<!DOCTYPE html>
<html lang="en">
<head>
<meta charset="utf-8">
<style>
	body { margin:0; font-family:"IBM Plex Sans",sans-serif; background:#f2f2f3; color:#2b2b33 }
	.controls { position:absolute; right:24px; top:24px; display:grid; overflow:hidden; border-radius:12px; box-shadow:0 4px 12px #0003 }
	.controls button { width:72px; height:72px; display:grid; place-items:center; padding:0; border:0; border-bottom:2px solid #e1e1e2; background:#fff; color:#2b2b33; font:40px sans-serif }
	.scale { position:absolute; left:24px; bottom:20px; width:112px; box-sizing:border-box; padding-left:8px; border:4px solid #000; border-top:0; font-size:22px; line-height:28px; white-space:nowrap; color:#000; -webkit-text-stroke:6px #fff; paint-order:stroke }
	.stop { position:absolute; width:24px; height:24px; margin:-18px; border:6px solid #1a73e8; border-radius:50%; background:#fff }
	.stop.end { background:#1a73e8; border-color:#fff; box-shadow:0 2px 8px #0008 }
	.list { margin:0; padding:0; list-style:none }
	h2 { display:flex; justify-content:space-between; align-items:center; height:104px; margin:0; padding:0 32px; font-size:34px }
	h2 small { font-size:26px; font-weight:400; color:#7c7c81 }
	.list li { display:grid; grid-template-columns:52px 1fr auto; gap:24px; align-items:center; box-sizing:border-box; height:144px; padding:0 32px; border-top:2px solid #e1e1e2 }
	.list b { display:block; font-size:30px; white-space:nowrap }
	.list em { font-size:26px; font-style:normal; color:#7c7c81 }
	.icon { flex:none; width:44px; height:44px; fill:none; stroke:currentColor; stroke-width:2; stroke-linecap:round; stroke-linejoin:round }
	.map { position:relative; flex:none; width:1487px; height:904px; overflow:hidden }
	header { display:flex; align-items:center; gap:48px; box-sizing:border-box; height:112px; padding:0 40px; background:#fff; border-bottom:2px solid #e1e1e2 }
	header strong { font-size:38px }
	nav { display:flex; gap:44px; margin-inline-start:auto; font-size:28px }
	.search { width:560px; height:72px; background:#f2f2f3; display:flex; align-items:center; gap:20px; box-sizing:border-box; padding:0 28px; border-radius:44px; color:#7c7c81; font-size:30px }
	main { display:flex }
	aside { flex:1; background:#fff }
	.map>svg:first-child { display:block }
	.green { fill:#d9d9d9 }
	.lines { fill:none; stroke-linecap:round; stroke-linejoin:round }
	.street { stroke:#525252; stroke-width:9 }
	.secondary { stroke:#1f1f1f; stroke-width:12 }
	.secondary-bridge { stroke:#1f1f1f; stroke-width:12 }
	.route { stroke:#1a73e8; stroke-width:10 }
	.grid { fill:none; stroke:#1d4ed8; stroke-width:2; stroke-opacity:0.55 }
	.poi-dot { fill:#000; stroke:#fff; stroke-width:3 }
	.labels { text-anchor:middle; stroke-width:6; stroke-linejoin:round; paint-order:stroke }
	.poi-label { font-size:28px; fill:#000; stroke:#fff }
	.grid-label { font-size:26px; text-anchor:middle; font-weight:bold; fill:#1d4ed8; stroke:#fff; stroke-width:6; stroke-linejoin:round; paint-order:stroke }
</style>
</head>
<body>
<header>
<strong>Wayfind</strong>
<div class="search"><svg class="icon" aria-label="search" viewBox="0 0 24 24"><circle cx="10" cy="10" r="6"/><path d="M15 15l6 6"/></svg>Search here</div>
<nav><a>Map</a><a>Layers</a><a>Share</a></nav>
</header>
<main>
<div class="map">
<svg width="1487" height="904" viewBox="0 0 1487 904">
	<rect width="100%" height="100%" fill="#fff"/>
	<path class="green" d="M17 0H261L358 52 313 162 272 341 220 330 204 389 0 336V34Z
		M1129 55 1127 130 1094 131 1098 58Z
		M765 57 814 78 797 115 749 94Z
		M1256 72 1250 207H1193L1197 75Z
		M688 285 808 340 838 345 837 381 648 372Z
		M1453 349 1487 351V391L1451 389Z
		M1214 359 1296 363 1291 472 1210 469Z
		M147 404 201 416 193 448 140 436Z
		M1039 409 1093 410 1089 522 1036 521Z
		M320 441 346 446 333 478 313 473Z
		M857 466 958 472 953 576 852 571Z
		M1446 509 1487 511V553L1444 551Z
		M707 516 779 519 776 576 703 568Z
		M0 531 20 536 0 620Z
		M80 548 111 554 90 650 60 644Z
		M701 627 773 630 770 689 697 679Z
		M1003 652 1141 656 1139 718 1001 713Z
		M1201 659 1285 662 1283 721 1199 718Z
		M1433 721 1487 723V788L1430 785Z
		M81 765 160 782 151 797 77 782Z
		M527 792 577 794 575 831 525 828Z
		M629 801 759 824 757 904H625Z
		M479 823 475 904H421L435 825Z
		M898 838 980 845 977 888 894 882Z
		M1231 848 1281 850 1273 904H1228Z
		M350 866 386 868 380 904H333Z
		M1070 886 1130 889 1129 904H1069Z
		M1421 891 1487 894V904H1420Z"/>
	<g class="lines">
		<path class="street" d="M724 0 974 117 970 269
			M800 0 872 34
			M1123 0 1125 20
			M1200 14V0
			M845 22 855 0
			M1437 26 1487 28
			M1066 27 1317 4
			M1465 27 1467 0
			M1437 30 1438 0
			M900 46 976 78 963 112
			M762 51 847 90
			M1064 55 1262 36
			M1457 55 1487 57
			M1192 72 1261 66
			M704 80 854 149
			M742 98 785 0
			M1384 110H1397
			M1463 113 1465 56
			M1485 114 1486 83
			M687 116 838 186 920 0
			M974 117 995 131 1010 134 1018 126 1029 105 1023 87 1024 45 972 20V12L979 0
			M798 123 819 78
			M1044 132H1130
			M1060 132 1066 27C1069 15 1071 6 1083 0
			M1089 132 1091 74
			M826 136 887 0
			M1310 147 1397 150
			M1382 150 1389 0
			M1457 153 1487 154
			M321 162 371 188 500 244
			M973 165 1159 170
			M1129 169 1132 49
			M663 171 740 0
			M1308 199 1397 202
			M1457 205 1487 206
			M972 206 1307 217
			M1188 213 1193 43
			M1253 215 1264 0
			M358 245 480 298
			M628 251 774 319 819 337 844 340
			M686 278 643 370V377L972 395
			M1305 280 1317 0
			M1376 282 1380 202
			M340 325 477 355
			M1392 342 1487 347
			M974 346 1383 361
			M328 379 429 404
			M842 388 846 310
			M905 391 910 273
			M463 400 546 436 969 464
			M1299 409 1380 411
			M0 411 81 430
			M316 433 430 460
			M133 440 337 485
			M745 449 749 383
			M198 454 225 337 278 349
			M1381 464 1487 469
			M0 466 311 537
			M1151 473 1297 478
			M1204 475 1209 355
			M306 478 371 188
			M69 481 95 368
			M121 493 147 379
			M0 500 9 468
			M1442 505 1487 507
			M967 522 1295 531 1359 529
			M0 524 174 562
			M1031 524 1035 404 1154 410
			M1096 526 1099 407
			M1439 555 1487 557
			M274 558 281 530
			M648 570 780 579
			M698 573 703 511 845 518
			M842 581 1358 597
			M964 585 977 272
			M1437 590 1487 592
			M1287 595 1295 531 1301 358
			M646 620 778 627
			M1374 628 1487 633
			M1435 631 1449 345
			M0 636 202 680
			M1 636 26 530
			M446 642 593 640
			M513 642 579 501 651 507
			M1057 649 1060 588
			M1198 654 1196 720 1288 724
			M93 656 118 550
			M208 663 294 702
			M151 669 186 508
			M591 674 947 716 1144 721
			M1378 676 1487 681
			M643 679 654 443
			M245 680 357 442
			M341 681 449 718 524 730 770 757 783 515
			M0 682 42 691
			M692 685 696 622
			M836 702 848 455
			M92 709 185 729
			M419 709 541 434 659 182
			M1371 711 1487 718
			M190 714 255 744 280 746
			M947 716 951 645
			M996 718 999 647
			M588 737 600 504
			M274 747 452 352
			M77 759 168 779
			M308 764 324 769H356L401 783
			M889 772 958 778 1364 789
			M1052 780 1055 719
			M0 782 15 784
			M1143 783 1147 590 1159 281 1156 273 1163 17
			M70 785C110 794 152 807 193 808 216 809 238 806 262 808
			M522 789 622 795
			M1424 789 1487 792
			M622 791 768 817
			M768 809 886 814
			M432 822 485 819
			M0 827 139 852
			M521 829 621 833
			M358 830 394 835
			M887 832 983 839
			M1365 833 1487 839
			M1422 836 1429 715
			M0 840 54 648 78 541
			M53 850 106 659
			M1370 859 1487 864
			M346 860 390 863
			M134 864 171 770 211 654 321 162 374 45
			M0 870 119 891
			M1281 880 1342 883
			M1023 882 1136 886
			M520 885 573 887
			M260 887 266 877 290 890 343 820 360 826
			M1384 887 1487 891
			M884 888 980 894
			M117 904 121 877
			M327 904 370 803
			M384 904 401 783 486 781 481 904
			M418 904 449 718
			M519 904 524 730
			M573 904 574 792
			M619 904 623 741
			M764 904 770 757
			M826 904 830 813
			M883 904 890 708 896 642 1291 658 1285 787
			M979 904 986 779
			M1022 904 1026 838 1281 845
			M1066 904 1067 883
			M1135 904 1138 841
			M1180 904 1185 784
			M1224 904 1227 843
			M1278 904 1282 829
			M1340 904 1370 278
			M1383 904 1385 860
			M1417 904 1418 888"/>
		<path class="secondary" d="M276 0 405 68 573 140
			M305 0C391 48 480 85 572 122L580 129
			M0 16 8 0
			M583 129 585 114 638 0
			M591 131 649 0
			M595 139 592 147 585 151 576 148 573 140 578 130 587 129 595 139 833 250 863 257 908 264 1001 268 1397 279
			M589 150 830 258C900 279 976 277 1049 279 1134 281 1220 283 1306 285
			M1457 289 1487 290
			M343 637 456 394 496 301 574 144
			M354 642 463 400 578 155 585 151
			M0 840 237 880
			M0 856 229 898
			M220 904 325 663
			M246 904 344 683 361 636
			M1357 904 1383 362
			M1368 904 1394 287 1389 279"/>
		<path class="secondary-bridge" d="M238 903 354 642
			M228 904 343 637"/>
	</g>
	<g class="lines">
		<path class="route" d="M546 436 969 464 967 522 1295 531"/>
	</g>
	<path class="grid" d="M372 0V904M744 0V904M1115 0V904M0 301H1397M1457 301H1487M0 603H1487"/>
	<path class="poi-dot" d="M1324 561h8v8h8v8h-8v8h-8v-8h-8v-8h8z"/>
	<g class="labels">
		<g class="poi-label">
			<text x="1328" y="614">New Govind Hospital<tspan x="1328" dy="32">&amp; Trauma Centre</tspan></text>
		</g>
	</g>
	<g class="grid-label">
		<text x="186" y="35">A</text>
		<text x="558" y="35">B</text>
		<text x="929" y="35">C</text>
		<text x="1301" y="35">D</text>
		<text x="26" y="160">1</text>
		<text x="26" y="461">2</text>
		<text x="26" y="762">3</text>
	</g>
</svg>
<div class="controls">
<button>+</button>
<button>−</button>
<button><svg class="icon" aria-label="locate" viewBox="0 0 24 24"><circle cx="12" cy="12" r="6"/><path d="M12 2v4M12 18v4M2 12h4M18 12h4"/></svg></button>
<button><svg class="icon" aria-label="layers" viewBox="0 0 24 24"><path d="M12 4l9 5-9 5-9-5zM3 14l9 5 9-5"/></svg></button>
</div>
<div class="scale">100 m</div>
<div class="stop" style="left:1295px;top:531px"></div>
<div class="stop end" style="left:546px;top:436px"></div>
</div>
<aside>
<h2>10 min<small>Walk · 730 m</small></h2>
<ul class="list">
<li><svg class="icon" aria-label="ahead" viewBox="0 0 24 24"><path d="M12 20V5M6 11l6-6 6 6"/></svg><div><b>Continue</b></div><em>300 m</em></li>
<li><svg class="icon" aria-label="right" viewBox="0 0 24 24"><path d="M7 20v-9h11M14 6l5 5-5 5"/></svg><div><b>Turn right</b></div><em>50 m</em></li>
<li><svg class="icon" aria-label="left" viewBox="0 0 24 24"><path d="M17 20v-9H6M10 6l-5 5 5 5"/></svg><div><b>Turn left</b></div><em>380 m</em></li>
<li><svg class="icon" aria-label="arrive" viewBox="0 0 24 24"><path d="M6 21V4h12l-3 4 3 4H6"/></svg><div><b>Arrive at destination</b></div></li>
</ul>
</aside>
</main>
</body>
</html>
------------------------
*To do*
For every line above that includes the word "labels", return the line.

*Your response*
	.labels { text-anchor:middle; stroke-width:6; stroke-linejoin:round; paint-order:stroke }
	<g class="labels">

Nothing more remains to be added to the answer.